**Description of the task**
All lines holding the word "which" are to be copied from the records beneath.

**Input data**
·····
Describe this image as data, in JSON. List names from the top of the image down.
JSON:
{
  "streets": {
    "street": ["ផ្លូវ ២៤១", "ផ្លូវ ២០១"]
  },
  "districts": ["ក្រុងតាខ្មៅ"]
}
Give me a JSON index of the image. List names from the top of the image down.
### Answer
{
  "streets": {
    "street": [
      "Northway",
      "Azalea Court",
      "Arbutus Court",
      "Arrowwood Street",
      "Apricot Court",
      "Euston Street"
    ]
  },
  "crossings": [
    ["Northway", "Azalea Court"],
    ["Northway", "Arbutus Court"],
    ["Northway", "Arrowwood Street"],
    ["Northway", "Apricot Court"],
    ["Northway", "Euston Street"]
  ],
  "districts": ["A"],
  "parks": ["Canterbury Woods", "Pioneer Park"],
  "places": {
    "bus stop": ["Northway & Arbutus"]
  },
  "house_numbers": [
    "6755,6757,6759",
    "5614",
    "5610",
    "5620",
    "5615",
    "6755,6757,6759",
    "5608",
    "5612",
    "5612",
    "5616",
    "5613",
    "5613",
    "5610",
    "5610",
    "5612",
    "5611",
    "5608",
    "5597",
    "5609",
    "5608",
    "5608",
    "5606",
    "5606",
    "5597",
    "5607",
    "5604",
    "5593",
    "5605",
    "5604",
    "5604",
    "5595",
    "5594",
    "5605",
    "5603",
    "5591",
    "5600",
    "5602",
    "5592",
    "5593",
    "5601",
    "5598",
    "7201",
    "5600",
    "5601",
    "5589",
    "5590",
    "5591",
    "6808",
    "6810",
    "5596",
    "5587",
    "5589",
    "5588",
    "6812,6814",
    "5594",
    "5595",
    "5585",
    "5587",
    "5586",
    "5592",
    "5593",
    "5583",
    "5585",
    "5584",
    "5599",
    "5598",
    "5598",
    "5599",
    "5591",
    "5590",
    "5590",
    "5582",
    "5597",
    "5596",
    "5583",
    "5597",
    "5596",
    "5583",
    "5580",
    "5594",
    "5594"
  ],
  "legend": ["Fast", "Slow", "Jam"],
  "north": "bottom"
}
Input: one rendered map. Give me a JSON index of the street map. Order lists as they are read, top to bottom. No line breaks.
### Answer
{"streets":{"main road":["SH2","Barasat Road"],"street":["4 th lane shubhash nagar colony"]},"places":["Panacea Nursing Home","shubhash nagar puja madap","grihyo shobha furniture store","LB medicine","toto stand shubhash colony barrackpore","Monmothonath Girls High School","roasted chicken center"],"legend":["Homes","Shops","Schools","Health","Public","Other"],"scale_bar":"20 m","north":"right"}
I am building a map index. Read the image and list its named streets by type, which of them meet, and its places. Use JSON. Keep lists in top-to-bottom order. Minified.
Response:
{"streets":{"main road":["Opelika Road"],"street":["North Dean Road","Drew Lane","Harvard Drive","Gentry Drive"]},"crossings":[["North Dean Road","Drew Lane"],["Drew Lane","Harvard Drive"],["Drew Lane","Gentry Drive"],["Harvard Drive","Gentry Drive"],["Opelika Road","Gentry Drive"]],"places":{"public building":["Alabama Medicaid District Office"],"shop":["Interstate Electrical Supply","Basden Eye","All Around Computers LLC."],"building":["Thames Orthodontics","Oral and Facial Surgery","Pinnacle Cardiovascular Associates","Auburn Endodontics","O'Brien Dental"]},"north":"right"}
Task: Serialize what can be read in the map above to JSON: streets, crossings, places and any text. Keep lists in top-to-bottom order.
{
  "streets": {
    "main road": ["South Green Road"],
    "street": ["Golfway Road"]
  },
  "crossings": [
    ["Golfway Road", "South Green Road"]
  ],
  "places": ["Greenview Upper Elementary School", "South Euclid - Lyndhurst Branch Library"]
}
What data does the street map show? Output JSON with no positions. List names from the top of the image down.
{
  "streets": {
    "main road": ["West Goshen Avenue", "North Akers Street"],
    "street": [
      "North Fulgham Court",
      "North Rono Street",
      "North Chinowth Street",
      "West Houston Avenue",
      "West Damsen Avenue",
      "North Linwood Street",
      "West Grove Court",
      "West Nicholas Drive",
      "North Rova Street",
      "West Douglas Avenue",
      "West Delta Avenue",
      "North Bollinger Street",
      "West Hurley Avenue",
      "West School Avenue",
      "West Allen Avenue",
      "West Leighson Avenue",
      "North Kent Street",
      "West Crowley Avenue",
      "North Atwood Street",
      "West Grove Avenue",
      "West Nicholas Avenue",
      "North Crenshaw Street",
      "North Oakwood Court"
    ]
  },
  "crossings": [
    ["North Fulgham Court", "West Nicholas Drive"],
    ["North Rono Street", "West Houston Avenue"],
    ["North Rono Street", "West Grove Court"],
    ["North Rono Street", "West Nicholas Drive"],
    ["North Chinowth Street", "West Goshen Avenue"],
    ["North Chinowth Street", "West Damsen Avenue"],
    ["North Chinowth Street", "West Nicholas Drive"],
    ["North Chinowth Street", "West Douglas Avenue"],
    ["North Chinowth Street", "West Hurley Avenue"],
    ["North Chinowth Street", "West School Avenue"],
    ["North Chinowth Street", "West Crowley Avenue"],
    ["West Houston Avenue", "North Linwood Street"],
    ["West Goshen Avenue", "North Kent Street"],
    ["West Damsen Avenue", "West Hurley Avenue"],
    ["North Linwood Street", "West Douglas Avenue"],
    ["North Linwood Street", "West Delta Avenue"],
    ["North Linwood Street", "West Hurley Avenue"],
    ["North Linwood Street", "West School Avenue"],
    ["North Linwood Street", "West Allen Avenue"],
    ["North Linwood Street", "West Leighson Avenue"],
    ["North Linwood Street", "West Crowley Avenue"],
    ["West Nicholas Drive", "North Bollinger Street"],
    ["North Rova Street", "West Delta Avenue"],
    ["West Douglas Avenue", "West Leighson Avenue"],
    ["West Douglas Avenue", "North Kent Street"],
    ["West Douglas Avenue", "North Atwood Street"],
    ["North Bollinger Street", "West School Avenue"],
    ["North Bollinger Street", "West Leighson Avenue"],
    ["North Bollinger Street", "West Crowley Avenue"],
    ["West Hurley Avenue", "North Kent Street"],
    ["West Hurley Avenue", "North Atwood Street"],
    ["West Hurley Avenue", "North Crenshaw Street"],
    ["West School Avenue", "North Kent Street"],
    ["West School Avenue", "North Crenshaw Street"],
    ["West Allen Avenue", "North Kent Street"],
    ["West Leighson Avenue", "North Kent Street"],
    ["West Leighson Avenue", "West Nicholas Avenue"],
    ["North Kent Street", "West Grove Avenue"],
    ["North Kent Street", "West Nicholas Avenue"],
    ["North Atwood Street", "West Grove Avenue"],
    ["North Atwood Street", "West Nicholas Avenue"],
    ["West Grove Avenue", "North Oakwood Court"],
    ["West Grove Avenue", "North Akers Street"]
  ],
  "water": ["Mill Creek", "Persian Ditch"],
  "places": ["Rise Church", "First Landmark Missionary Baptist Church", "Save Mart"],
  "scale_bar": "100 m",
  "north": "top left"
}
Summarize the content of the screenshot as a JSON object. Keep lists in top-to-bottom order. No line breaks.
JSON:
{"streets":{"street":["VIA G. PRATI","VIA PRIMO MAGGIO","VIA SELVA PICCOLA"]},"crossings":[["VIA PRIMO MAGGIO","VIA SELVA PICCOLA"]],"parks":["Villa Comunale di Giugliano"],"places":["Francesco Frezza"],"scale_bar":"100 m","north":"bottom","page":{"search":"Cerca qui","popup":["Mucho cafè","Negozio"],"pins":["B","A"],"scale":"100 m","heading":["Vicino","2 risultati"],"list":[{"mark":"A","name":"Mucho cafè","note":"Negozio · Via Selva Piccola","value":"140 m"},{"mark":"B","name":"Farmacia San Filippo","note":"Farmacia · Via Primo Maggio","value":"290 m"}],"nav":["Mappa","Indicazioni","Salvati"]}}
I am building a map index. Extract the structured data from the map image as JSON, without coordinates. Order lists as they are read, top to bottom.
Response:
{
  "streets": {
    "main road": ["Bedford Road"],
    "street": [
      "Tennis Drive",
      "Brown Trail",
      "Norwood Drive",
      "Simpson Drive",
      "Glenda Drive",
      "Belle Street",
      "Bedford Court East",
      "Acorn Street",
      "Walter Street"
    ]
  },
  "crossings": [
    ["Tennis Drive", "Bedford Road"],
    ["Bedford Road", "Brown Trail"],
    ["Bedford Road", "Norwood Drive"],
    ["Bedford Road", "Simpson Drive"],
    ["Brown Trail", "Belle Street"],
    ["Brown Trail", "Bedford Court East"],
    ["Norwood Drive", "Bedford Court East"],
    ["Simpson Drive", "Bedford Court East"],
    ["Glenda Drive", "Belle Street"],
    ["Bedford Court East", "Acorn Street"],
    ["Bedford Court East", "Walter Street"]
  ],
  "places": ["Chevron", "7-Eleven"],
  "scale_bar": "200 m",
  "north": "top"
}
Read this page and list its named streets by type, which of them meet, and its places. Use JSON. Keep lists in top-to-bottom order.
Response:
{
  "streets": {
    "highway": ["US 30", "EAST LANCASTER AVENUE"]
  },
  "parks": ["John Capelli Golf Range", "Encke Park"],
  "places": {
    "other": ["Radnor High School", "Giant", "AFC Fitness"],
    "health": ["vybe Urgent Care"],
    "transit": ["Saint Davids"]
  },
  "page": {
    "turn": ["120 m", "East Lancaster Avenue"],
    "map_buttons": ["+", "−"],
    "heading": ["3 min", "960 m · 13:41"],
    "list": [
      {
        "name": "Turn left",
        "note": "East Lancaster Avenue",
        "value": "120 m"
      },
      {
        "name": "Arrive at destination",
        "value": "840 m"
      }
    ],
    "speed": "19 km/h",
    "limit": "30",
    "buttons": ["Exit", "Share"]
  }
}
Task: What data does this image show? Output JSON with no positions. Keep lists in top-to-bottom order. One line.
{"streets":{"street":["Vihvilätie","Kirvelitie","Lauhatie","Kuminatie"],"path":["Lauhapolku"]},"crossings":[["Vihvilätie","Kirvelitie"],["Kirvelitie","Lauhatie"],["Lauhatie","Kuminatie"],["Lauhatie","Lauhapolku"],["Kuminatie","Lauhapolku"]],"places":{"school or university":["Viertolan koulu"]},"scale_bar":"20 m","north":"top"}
·····
**Problem solution**
I am building a map index. Read the image and list its named streets by type, which of them meet, and its places. Use JSON. Keep lists in top-to-bottom order. Minified.
Read this page and list its named streets by type, which of them meet, and its places. Use JSON. Keep lists in top-to-bottom order.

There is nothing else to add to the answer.